----- Source data -----

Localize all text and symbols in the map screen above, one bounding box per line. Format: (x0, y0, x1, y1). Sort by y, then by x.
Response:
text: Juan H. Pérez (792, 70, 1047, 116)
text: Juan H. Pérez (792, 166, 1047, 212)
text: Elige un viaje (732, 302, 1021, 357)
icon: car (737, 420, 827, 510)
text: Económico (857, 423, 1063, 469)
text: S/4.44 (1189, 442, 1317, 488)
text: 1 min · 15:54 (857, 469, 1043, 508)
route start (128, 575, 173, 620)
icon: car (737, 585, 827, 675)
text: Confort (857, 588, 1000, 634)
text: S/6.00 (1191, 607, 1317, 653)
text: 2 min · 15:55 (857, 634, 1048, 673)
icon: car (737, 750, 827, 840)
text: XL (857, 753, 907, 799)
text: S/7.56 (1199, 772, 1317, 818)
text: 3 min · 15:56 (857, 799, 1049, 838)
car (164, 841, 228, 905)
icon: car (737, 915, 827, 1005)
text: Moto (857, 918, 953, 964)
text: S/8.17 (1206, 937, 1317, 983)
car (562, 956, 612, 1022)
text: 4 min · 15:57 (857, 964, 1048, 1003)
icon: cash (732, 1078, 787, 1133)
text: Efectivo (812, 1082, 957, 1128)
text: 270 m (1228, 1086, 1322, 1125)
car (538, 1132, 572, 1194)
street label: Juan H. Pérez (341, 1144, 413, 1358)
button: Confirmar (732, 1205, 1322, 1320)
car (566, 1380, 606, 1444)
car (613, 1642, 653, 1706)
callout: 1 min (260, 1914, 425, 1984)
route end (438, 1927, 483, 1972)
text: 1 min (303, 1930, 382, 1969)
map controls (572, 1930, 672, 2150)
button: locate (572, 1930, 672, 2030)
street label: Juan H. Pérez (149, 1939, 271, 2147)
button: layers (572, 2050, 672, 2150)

-----

◆ **Your objective**: Could you return the lines in the entries above that contain "Juan"?

◆ **Written solution**:
text: Juan H. Pérez (792, 70, 1047, 116)
text: Juan H. Pérez (792, 166, 1047, 212)
street label: Juan H. Pérez (341, 1144, 413, 1358)
street label: Juan H. Pérez (149, 1939, 271, 2147)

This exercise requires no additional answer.